En los últimos años, se han producido numerosos y trágicos ahogamientos en todo el país y en muchas localidades, cobrándose la vida de muchos niños y dejando un inmenso dolor y una gran pérdida para las familias y la sociedad.
Los ahogamientos pueden ocurrir en cualquier momento, lugar y a cualquier persona. Este peligro acecha no solo en zonas con densas redes de ríos, estanques, lagos, arroyos, canales, zanjas o fosas de construcción... En tan solo unos minutos, si no se detecta y rescata a la persona de forma rápida y correcta, las consecuencias pueden ser extremadamente graves.
Las principales causas de ahogamiento infantil son su corta edad, su hiperactividad y curiosidad, y su falta de conciencia sobre los peligros; su falta de habilidades para nadar y de conocimientos sobre seguridad acuática; y el hecho de nadar sin supervisión en ríos, estanques y lagos. Además, muchas familias son negligentes y no supervisan de cerca a sus hijos; y las zonas cercanas a estanques, lagos, ríos y embalses no están debidamente valladas ni señalizadas con carteles de advertencia.

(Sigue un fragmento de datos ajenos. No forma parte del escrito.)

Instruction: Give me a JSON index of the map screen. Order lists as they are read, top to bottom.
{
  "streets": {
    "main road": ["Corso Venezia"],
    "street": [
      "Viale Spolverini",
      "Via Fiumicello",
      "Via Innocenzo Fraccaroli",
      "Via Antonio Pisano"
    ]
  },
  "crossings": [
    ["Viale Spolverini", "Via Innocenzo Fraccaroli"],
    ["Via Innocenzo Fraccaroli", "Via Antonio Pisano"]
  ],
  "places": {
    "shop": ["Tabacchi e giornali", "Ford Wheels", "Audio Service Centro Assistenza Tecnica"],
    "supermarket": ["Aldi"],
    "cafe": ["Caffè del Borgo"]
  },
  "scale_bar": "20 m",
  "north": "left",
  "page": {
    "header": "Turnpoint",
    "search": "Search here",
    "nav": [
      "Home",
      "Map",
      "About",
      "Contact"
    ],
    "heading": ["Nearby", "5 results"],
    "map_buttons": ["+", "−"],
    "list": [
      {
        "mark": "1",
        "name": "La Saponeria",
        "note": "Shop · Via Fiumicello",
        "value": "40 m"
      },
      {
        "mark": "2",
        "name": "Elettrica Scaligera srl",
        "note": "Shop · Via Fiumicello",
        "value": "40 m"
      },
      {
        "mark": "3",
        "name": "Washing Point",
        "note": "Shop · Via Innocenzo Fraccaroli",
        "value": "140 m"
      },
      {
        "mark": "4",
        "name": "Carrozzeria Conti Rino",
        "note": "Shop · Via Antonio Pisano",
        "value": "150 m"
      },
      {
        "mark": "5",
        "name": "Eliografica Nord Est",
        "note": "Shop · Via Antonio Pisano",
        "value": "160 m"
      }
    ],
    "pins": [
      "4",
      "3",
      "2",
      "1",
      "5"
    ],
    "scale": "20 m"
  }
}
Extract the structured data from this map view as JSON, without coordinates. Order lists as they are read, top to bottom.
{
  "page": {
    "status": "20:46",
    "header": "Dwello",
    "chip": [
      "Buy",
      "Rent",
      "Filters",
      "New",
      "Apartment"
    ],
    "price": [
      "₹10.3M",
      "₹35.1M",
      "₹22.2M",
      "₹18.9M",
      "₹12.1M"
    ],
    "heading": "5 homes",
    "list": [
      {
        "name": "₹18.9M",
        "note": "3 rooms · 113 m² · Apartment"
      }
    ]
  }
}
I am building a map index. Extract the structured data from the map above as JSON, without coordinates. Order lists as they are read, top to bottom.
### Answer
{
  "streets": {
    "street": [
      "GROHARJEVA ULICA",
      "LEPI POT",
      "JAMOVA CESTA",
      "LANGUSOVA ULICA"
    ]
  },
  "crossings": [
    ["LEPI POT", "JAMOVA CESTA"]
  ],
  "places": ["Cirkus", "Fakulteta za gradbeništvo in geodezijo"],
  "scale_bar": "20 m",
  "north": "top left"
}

Necesitamos implementar las siguientes medidas de manera efectiva para prevenir y combatir los accidentes por ahogamiento:
Es necesario reforzar la gestión y la supervisión, y bajo ningún concepto permitir que los niños naden o se bañen en estanques, lagos, ríos, arroyos, canales o zanjas sin la supervisión de un adulto.

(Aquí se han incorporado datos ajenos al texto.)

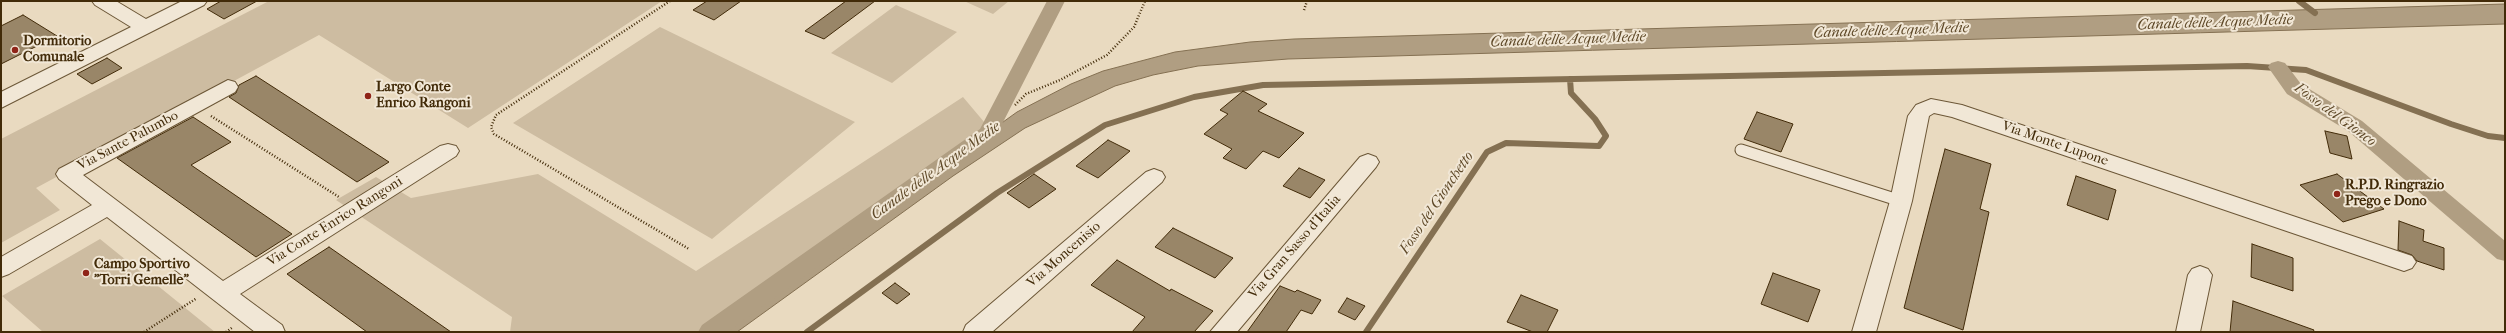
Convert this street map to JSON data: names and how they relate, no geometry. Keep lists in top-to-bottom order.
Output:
{
  "streets": {
    "street": [
      "Via Sante Palumbo",
      "Via Monte Lupone",
      "Via Conte Enrico Rangoni",
      "Via Gran Sasso d'Italia",
      "Via Moncenisio"
    ]
  },
  "crossings": [
    ["Via Sante Palumbo", "Via Conte Enrico Rangoni"]
  ],
  "water": ["Canale delle Acque Medie", "Fosso del Gionco", "Fosso del Gionchetto"],
  "places": [
    "Dormitorio Comunale",
    "Largo Conte Enrico Rangoni",
    "R.P.D. Ringrazio Prego e Dono",
    "Campo Sportivo \"Torri Gemelle\""
  ]
}
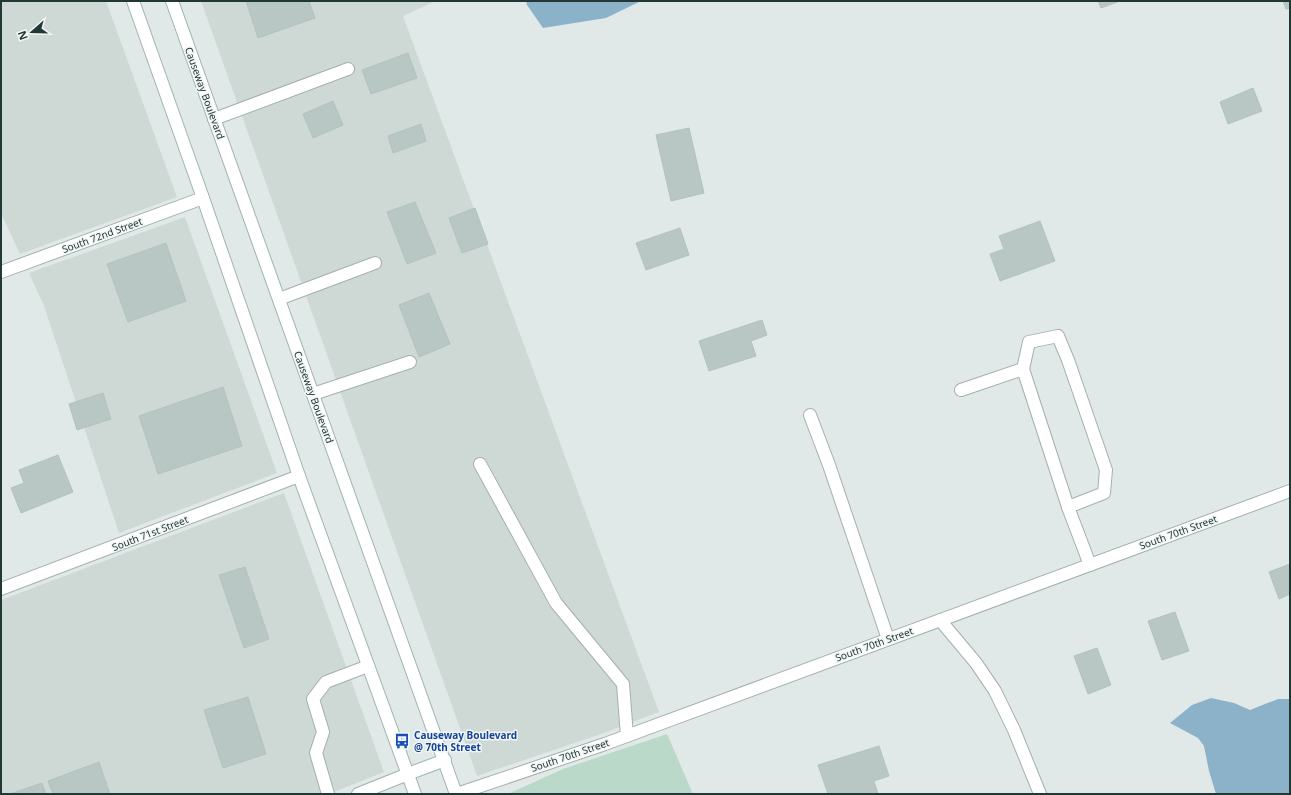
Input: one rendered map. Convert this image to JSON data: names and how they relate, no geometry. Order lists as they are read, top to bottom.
{
  "streets": {
    "main road": [
      "Causeway Boulevard",
      "South 72nd Street",
      "South 70th Street",
      "South 71st Street"
    ]
  },
  "crossings": [
    ["Causeway Boulevard", "South 70th Street"]
  ],
  "places": {
    "bus stop": ["Causeway Boulevard @ 70th Street"]
  },
  "north": "left"
}
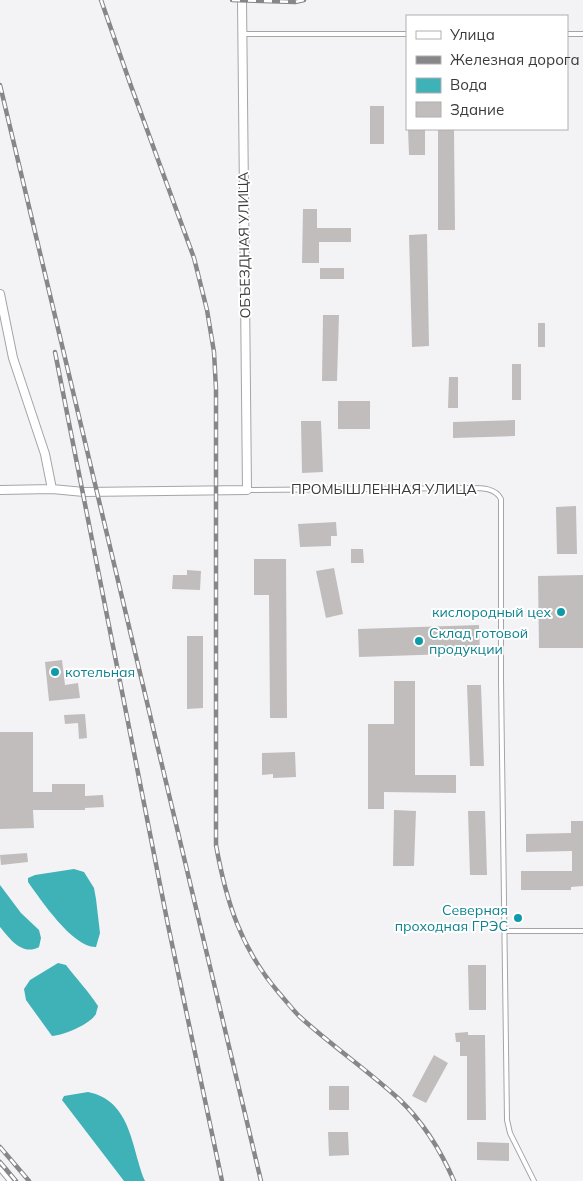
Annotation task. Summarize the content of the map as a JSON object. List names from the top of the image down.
{
  "streets": {
    "street": ["ОБЪЕЗДНАЯ УЛИЦА", "ПРОМЫШЛЕННАЯ УЛИЦА"]
  },
  "crossings": [
    ["ОБЪЕЗДНАЯ УЛИЦА", "ПРОМЫШЛЕННАЯ УЛИЦА"]
  ],
  "places": [
    "кислородный цех",
    "Склад готовой продукции",
    "котельная",
    "Северная проходная ГРЭС"
  ],
  "legend": [
    "Улица",
    "Железная дорога",
    "Вода",
    "Здание"
  ]
}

Recuerde y eduque periódicamente a los niños sobre los riesgos de seguridad que implica jugar cerca de aguas profundas; no permita que los niños jueguen en áreas con riesgo potencial de ahogamiento.

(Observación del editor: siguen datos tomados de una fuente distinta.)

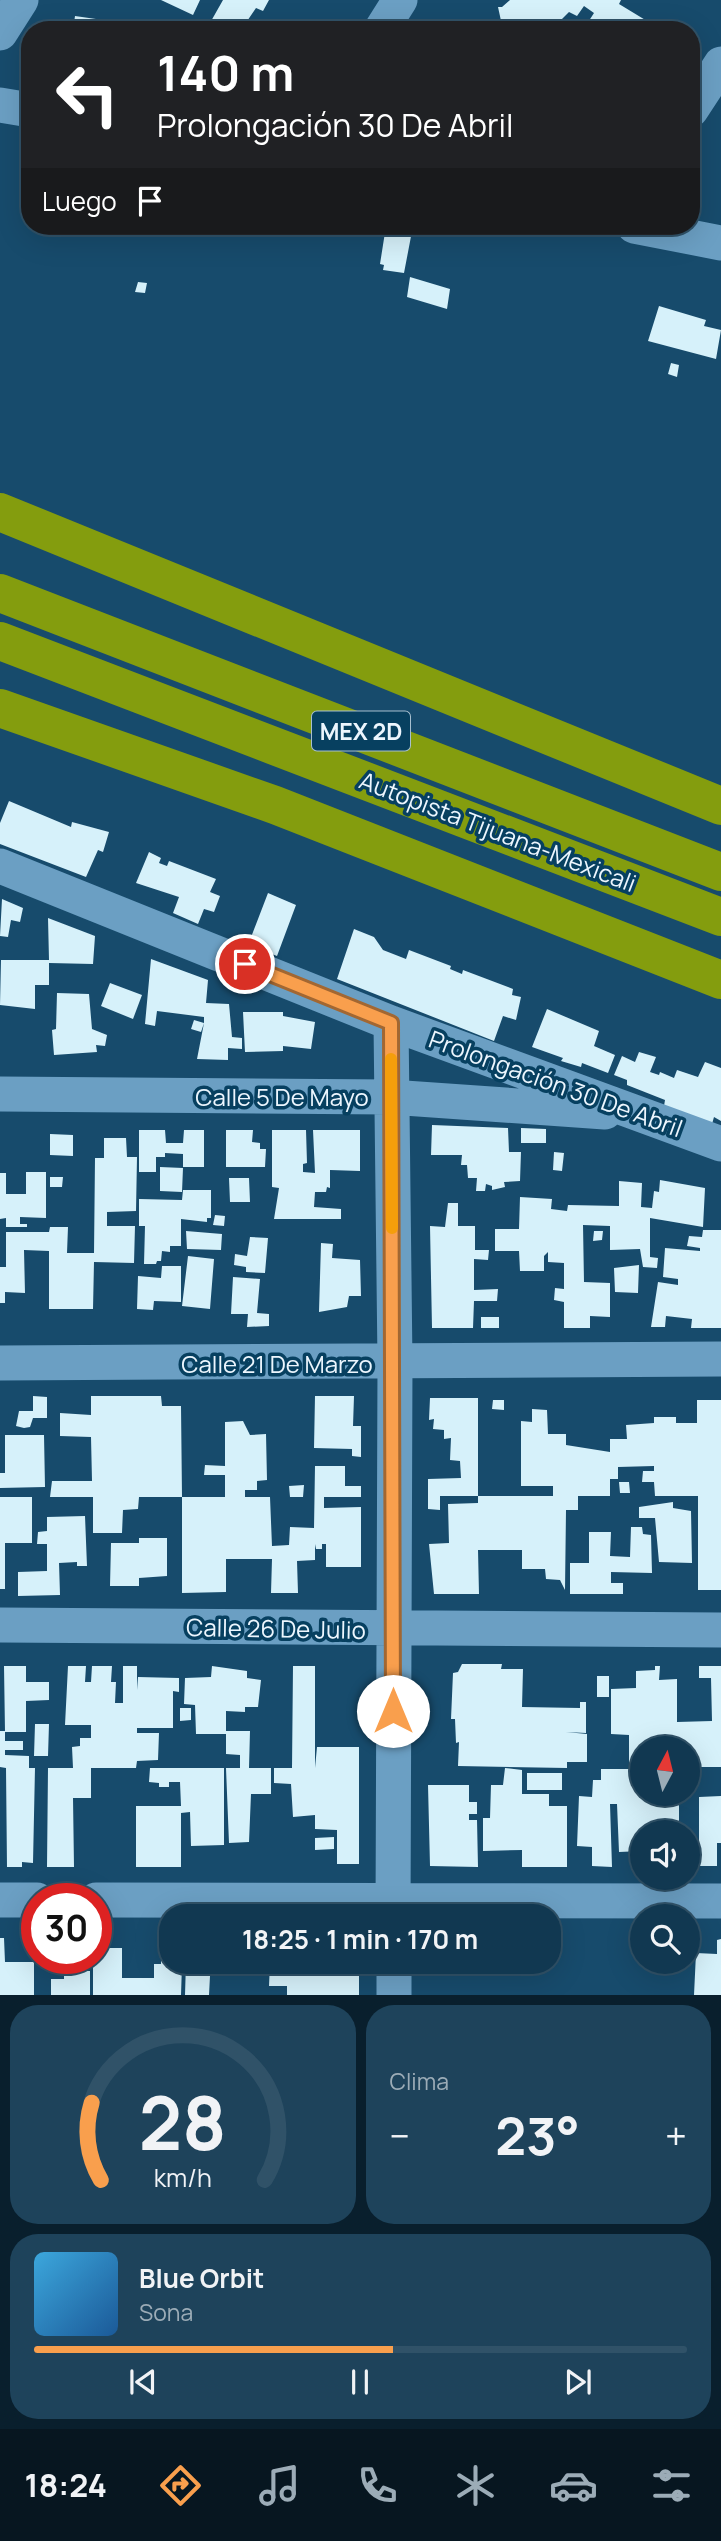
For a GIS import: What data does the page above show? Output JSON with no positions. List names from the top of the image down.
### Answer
{
  "streets": {
    "highway": ["MEX 2D", "Autopista Tijuana-Mexicali"],
    "street": [
      "Prolongación 30 De Abril",
      "Calle 5 De Mayo",
      "Calle 21 De Marzo",
      "Calle 26 De Julio"
    ]
  },
  "crossings": [
    ["Prolongación 30 De Abril", "Calle 5 De Mayo"]
  ],
  "north": "top",
  "page": {
    "turn": ["140 m", "Prolongación 30 De Abril"],
    "then": "Luego",
    "limit": "30",
    "trip": "18:25 · 1 min · 170 m",
    "tile": "Clima",
    "heat": ["−", "23°", "+"],
    "song": ["Blue Orbit", "Sona"],
    "tabs": "18:24",
    "gauge": ["28", "km/h"]
  }
}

Implemente de forma proactiva medidas de seguridad en el hogar, como cubrir los tanques de agua, frascos y recipientes; cercar estanques, lagos y pozos; y colocar señales de advertencia en áreas peligrosas.
Crear oportunidades para que los niños aprendan a nadar, adquieran habilidades de seguridad acuática y aprendan a actuar en caso de accidentes por ahogamiento.
Cuando viaje por vías fluviales, como en ferry o en barco, o cuando realice actividades recreativas en zonas fluviales, use un chaleco salvavidas y utilice medios de transporte seguros.
Para protegerse a sí mismos y a sus familias de forma proactiva, los padres deben educar a sus hijos sobre los siguientes principios de seguridad:
No nade libremente sin supervisión: Bajo ninguna circunstancia nade en ríos, lagos, estanques, arroyos, etc., sin la supervisión de un adulto, independientemente de si sabe nadar o no.
Eviten los juegos peligrosos: No jueguen, se persigan ni se empujen cerca de los bordes de estanques, lagos, ríos, arroyos o puentes inestables, ya que es muy fácil resbalar y caer al agua.
No te lances al agua para rescatar a alguien por tu cuenta: Si ves a un amigo o a otra persona ahogándose, bajo ninguna circunstancia te lances al agua para salvarla a menos que tengas experiencia en rescate. Lanzarte al agua precipitadamente podría ponerte en peligro.
Los ahogamientos son totalmente prevenibles si cada familia y la sociedad en su conjunto toman conciencia y asumen la responsabilidad de cuidar, educar y proteger a los niños. Cada gesto de cariño y recordatorio por parte de los adultos hoy puede ayudar a prevenir un accidente desgarrador. Por la seguridad de los niños y la felicidad de cada familia, trabajemos juntos para implementar medidas efectivas de prevención de ahogamientos, de modo que los niños puedan disfrutar de un verano alegre, seguro, saludable y enriquecedor.